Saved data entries
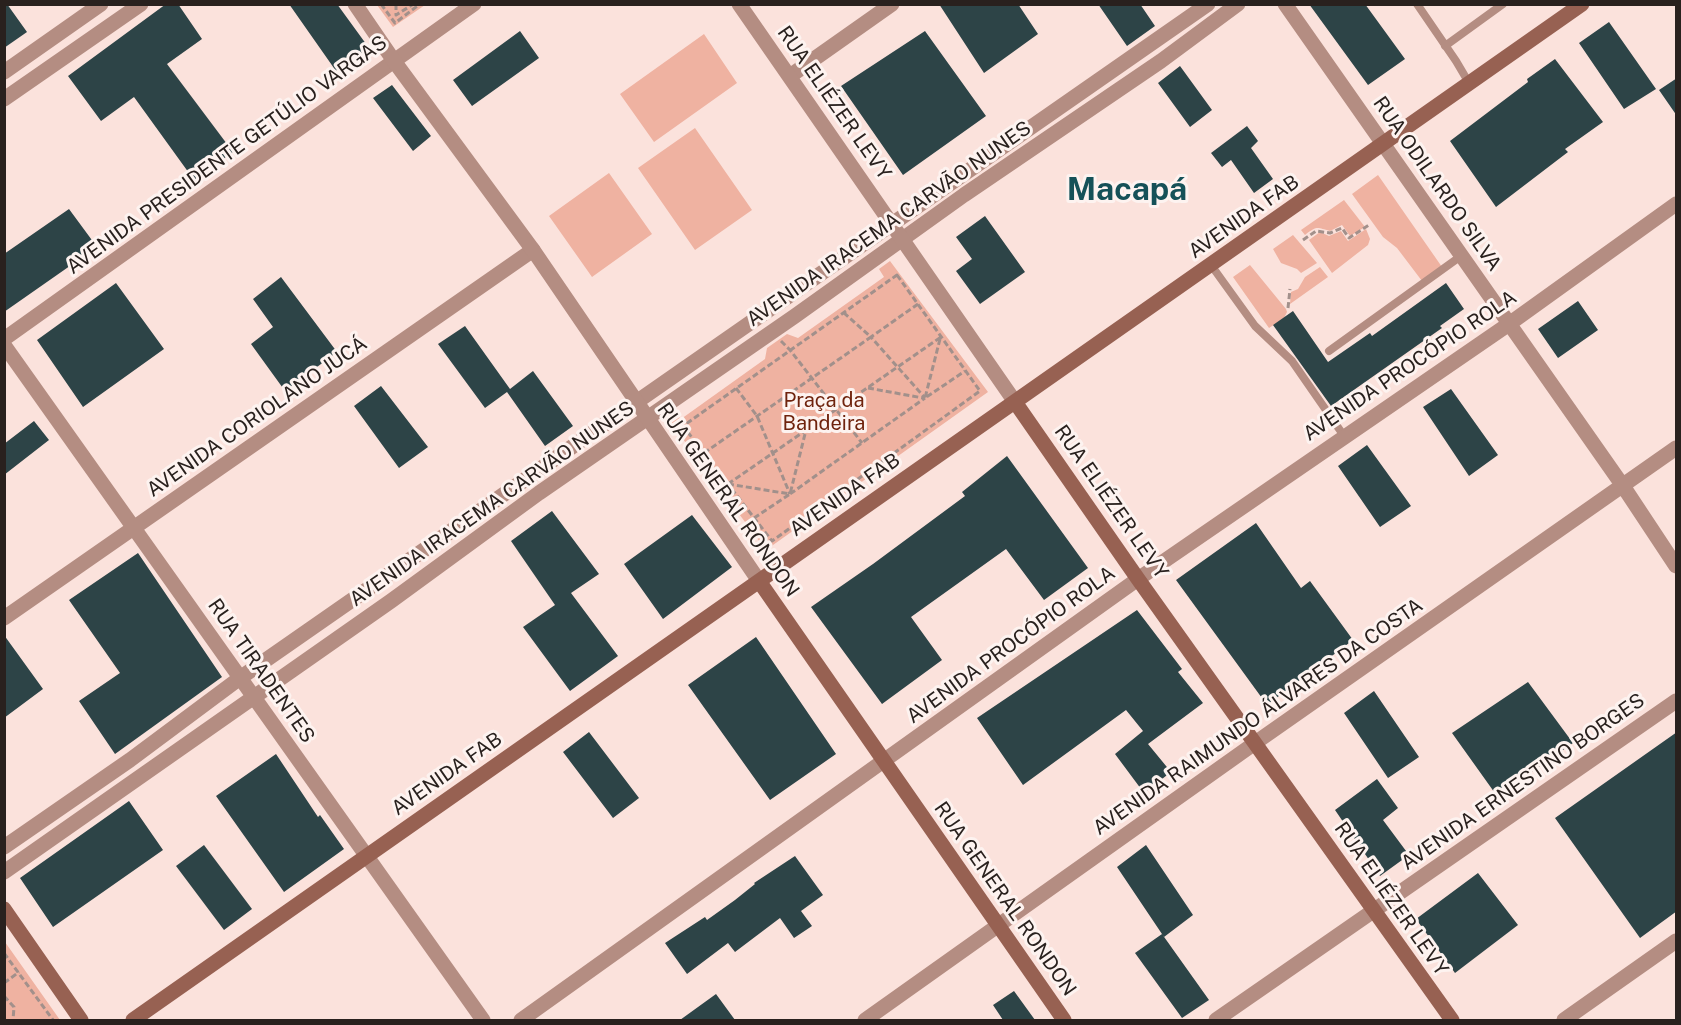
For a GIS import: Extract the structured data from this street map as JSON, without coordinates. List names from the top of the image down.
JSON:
{
  "streets": {
    "main road": ["RUA ELIÉZER LEVY", "AVENIDA FAB", "RUA GENERAL RONDON"],
    "street": [
      "AVENIDA PRESIDENTE GETÚLIO VARGAS",
      "RUA ODILARDO SILVA",
      "AVENIDA IRACEMA CARVÃO NUNES",
      "AVENIDA PROCÓPIO ROLA",
      "AVENIDA CORIOLANO JUCÁ",
      "RUA TIRADENTES",
      "AVENIDA RAIMUNDO ÁLVARES DA COSTA",
      "AVENIDA ERNESTINO BORGES"
    ]
  },
  "crossings": [
    ["RUA ELIÉZER LEVY", "AVENIDA FAB"],
    ["RUA ELIÉZER LEVY", "AVENIDA IRACEMA CARVÃO NUNES"],
    ["RUA ELIÉZER LEVY", "AVENIDA PROCÓPIO ROLA"],
    ["RUA ELIÉZER LEVY", "AVENIDA RAIMUNDO ÁLVARES DA COSTA"],
    ["RUA ELIÉZER LEVY", "AVENIDA ERNESTINO BORGES"],
    ["AVENIDA PRESIDENTE GETÚLIO VARGAS", "RUA GENERAL RONDON"],
    ["RUA ODILARDO SILVA", "AVENIDA FAB"],
    ["RUA ODILARDO SILVA", "AVENIDA PROCÓPIO ROLA"],
    ["RUA ODILARDO SILVA", "AVENIDA RAIMUNDO ÁLVARES DA COSTA"],
    ["AVENIDA FAB", "RUA GENERAL RONDON"],
    ["AVENIDA FAB", "RUA TIRADENTES"],
    ["AVENIDA IRACEMA CARVÃO NUNES", "RUA GENERAL RONDON"],
    ["AVENIDA IRACEMA CARVÃO NUNES", "RUA TIRADENTES"],
    ["AVENIDA PROCÓPIO ROLA", "RUA GENERAL RONDON"],
    ["AVENIDA CORIOLANO JUCÁ", "RUA GENERAL RONDON"],
    ["AVENIDA CORIOLANO JUCÁ", "RUA TIRADENTES"],
    ["RUA GENERAL RONDON", "AVENIDA RAIMUNDO ÁLVARES DA COSTA"]
  ],
  "districts": ["Macapá"],
  "parks": ["Praça da Bandeira"]
}
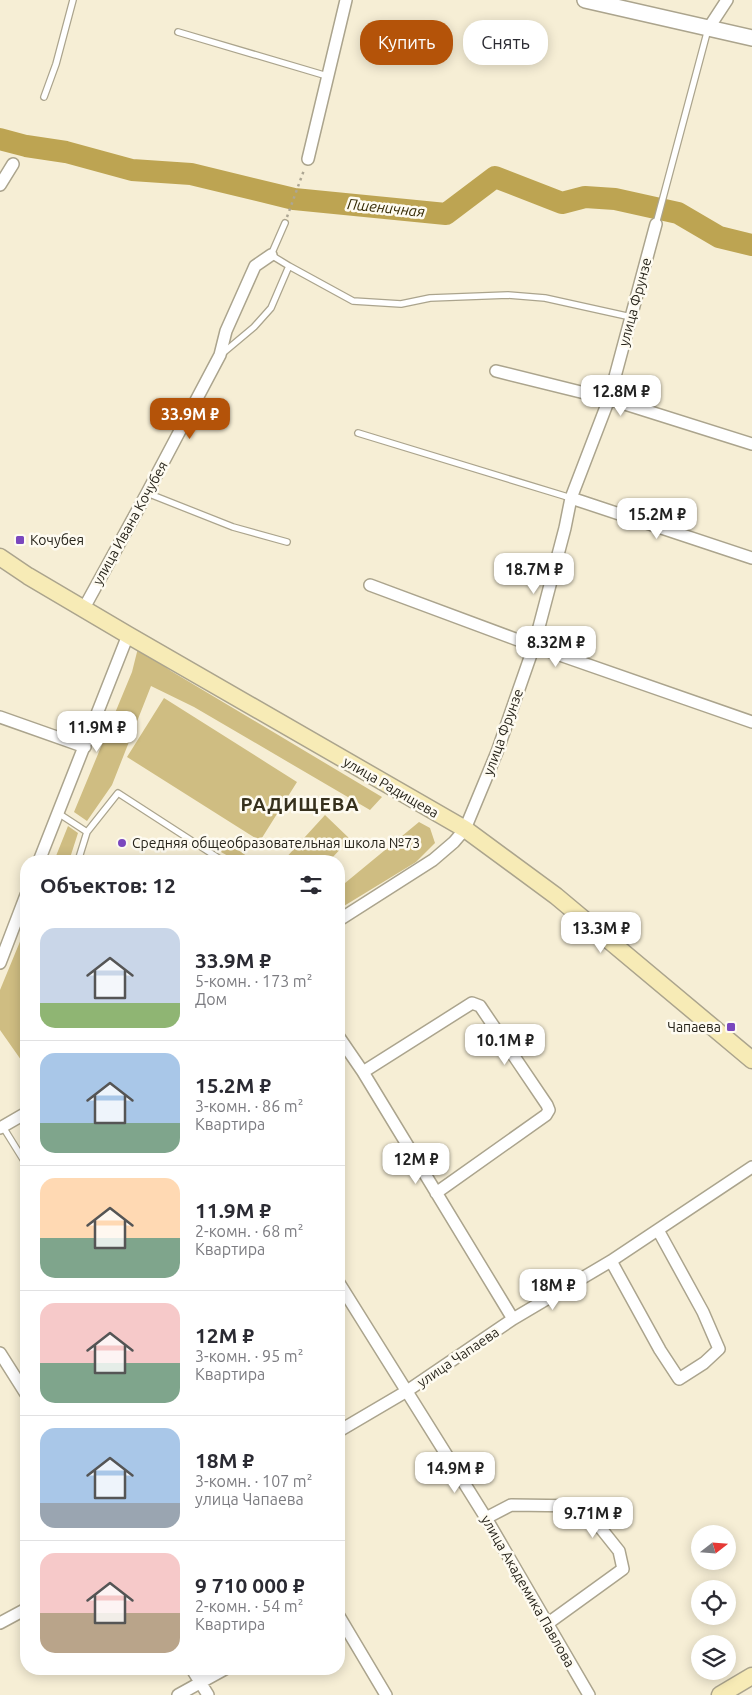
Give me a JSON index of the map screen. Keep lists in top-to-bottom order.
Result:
{
  "streets": {
    "main road": ["улица Радищева"],
    "street": [
      "улица Фрунзе",
      "улица Ивана Кочубея",
      "улица Чапаева",
      "улица Академика Павлова"
    ]
  },
  "crossings": [
    ["улица Фрунзе", "улица Радищева"],
    ["улица Ивана Кочубея", "улица Радищева"],
    ["улица Чапаева", "улица Академика Павлова"]
  ],
  "districts": ["РАДИЩЕВА"],
  "water": ["Пшеничная"],
  "places": {
    "transit": ["Кочубея", "Чапаева"],
    "other": ["Средняя общеобразовательная школа №73"]
  },
  "north": "right",
  "page": {
    "chip": ["Купить", "Снять"],
    "price": [
      "12.8M ₽",
      "33.9M ₽",
      "15.2M ₽",
      "18.7M ₽",
      "8.32M ₽",
      "11.9M ₽",
      "13.3M ₽",
      "10.1M ₽",
      "12M ₽",
      "18M ₽",
      "14.9M ₽",
      "9.71M ₽"
    ],
    "heading": "Объектов: 12",
    "list": [
      {
        "name": "33.9M ₽",
        "note": "5-комн. · 173 m² · Дом"
      },
      {
        "name": "15.2M ₽",
        "note": "3-комн. · 86 m² · Квартира"
      },
      {
        "name": "11.9M ₽",
        "note": "2-комн. · 68 m² · Квартира"
      },
      {
        "name": "12M ₽",
        "note": "3-комн. · 95 m² · Квартира"
      },
      {
        "name": "18M ₽",
        "note": "3-комн. · 107 m² · улица Чапаева"
      },
      {
        "name": "9 710 000 ₽",
        "note": "2-комн. · 54 m² · Квартира"
      }
    ]
  }
}
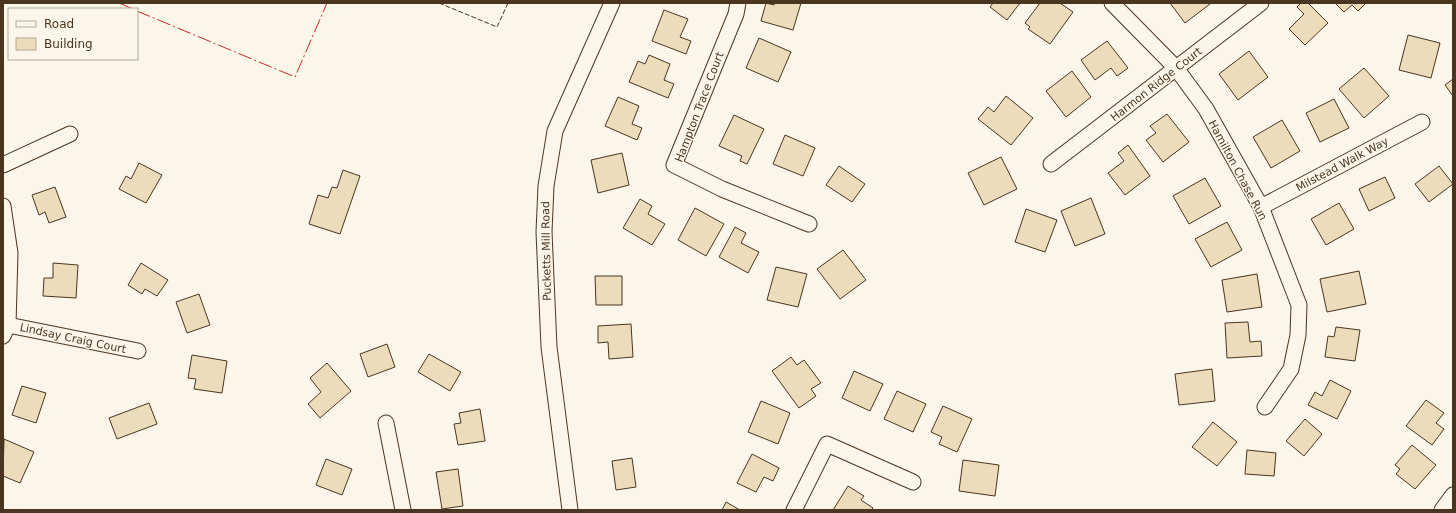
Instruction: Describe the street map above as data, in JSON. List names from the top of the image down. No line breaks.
{"streets":{"street":["Harmon Ridge Court","Hampton Trace Court","Milstead Walk Way","Hamilton Chase Run","Pucketts Mill Road","Lindsay Craig Court"]},"crossings":[["Harmon Ridge Court","Hamilton Chase Run"],["Milstead Walk Way","Hamilton Chase Run"]],"legend":["Road","Building"]}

Task brief - Find and copy each line above holding "LEVY".

Your response -
    "main road": ["RUA ELIÉZER LEVY", "AVENIDA FAB", "RUA GENERAL RONDON"],
    ["RUA ELIÉZER LEVY", "AVENIDA FAB"],
    ["RUA ELIÉZER LEVY", "AVENIDA IRACEMA CARVÃO NUNES"],
    ["RUA ELIÉZER LEVY", "AVENIDA PROCÓPIO ROLA"],
    ["RUA ELIÉZER LEVY", "AVENIDA RAIMUNDO ÁLVARES DA COSTA"],
    ["RUA ELIÉZER LEVY", "AVENIDA ERNESTINO BORGES"],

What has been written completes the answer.